**TASK PROMPT:** For the records below, work out the number of lines holding "Beach" and reply with only that.

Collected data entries
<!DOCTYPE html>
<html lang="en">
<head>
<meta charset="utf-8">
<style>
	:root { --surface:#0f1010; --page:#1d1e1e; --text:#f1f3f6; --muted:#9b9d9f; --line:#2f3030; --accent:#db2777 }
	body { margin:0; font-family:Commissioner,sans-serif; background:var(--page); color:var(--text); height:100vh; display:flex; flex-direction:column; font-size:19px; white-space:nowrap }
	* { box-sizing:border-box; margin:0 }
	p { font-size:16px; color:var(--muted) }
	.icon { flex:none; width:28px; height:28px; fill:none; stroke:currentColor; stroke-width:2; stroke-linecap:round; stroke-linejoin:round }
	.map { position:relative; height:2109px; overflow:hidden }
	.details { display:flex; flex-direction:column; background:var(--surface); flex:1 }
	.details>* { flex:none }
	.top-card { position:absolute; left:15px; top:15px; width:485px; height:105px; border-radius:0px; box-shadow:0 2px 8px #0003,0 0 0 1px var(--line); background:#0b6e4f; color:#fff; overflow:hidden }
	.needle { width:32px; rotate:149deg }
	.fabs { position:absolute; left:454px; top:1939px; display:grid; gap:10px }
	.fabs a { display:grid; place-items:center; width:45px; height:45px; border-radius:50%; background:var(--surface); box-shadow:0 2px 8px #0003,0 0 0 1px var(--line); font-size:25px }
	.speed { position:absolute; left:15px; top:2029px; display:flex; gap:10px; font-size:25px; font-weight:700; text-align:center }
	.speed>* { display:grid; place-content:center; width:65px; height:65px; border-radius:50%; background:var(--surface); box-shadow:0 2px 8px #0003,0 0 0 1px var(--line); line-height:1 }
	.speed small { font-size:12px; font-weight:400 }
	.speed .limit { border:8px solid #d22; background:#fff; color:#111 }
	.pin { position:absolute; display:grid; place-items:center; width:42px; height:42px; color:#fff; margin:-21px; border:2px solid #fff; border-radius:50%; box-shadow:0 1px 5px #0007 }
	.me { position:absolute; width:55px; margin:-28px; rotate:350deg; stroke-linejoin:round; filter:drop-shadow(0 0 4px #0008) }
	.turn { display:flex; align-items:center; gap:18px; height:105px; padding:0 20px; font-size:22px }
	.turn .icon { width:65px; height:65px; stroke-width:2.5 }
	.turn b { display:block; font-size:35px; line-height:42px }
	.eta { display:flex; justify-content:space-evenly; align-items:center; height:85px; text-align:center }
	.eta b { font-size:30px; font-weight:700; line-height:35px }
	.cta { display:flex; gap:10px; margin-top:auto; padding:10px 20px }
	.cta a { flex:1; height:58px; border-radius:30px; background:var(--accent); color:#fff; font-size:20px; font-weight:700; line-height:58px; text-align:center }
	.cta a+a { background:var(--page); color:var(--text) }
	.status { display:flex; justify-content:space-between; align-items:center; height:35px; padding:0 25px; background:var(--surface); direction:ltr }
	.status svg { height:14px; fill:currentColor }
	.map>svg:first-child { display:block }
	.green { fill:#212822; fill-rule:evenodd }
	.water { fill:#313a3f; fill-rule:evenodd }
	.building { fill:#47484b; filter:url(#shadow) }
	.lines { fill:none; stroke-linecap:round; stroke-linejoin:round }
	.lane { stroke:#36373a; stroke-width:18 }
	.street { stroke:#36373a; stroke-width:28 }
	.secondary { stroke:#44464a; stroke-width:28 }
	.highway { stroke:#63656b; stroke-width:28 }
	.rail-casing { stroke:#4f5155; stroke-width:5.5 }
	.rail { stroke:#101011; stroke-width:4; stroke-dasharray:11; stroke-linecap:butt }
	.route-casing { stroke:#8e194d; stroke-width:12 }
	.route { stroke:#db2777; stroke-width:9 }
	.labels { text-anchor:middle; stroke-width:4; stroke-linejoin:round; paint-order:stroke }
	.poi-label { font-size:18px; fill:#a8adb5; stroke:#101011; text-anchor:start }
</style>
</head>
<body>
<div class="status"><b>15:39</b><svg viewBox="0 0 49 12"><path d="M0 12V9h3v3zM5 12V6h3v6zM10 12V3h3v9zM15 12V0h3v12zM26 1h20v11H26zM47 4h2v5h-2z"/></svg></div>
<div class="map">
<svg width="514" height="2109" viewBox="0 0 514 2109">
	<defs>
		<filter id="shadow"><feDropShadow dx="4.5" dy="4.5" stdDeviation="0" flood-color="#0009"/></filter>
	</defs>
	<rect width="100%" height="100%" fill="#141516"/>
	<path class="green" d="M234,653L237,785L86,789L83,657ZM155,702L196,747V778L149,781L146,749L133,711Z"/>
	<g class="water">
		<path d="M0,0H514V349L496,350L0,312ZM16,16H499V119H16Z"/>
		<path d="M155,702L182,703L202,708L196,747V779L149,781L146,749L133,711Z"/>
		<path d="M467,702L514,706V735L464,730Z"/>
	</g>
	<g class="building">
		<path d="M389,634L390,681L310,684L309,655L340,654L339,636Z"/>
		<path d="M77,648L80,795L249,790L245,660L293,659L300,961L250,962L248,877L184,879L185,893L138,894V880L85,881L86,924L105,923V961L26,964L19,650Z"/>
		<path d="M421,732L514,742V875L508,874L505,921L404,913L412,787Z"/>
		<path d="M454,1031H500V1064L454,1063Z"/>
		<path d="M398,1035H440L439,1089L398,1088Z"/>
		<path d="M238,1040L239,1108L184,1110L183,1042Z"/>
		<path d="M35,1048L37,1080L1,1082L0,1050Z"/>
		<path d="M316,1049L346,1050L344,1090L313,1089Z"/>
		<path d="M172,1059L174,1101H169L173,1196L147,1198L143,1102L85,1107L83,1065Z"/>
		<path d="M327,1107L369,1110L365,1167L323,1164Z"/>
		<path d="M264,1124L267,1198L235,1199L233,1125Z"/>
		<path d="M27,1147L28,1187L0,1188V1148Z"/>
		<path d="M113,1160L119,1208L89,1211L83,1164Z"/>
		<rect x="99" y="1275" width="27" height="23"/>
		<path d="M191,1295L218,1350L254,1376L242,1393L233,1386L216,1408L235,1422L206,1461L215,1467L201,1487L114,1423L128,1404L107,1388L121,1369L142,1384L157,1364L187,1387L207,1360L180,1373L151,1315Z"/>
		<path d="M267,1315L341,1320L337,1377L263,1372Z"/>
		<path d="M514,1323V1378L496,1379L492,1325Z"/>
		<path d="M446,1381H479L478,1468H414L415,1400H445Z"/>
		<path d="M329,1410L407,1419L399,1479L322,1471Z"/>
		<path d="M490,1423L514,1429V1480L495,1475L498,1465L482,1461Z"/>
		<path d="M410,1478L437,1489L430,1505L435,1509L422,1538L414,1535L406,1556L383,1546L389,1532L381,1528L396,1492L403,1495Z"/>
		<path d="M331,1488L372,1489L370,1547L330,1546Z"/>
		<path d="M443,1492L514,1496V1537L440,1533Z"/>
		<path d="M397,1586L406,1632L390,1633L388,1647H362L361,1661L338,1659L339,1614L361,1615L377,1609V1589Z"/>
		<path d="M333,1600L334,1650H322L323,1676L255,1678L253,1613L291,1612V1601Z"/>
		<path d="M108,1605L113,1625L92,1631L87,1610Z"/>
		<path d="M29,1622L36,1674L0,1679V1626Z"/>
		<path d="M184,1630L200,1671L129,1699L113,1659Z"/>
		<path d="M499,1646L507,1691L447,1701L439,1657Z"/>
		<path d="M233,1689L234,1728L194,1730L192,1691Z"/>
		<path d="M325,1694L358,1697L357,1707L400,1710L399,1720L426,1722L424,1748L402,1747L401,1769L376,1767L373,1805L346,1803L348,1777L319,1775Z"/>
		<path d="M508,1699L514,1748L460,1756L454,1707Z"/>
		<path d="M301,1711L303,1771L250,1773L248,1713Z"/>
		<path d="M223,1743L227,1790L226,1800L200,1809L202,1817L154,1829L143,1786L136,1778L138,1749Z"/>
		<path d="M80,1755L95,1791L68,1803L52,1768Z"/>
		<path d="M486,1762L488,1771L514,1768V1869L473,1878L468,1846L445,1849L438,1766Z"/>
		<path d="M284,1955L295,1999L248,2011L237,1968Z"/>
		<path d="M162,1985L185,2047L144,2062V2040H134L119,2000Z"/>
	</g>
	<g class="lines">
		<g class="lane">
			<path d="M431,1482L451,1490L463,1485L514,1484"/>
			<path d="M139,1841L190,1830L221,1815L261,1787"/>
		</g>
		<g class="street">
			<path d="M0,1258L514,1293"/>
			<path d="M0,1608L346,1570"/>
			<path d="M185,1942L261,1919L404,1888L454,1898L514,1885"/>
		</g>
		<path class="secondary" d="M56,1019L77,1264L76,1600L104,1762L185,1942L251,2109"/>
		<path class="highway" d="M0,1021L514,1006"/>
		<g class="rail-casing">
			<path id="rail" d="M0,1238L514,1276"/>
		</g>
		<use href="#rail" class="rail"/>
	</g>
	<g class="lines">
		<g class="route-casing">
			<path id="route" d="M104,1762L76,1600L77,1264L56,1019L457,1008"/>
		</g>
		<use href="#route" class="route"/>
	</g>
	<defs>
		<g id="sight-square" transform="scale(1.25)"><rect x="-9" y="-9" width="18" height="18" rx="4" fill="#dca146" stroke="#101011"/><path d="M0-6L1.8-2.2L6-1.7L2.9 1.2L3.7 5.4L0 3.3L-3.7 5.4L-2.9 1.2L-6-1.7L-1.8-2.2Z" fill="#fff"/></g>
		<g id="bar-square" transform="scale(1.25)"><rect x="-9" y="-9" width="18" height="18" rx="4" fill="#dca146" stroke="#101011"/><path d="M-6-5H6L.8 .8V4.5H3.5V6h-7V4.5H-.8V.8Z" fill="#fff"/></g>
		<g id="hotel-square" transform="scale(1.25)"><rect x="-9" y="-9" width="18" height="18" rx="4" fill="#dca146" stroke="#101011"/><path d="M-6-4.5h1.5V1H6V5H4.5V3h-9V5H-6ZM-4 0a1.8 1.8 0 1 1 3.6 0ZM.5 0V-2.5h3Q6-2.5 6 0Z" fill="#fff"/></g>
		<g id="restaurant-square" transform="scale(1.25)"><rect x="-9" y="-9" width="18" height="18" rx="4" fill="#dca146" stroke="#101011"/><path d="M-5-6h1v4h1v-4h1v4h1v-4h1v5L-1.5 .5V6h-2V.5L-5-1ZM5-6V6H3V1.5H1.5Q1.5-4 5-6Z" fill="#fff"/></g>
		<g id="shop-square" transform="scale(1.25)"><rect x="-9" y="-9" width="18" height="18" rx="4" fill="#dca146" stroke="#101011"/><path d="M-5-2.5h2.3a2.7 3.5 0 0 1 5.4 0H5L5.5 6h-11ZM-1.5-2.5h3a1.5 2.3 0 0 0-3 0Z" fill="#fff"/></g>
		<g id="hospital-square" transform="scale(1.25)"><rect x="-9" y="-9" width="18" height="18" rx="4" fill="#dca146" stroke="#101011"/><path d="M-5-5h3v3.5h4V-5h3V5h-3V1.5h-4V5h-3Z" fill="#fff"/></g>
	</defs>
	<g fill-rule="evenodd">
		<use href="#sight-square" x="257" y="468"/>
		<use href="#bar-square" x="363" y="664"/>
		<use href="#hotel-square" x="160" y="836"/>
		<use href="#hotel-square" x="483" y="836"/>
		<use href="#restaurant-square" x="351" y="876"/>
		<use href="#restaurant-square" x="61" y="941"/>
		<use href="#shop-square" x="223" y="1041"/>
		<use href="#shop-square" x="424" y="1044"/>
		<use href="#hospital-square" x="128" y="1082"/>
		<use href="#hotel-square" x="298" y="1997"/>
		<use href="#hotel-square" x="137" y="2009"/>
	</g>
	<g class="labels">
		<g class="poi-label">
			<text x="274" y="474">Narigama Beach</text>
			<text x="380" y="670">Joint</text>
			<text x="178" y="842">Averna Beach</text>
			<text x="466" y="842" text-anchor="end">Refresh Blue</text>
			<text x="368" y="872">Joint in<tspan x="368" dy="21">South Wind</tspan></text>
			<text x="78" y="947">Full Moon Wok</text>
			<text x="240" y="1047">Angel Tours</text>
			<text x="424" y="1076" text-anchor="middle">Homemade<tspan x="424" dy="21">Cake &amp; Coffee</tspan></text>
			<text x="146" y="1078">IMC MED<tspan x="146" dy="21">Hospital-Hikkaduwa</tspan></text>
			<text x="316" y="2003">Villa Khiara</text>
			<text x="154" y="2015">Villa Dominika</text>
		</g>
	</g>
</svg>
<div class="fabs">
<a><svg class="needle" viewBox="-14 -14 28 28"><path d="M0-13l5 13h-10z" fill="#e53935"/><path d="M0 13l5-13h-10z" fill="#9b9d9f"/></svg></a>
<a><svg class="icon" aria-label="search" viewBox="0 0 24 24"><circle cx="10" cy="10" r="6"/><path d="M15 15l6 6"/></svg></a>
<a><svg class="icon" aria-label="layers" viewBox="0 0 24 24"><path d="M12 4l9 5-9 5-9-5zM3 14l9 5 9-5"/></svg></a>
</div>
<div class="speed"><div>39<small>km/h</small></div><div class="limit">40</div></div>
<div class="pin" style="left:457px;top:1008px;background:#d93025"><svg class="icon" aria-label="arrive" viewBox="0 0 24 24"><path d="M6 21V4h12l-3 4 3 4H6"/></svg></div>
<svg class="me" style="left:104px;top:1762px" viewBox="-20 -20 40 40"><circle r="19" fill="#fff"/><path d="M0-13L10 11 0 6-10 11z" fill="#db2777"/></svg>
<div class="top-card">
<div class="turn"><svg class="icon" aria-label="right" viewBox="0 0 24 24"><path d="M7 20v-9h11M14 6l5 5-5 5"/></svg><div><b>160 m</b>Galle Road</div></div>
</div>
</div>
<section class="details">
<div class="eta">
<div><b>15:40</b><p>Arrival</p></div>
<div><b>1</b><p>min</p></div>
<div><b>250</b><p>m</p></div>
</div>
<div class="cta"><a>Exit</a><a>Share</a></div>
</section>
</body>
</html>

**THE ANSWER:** 2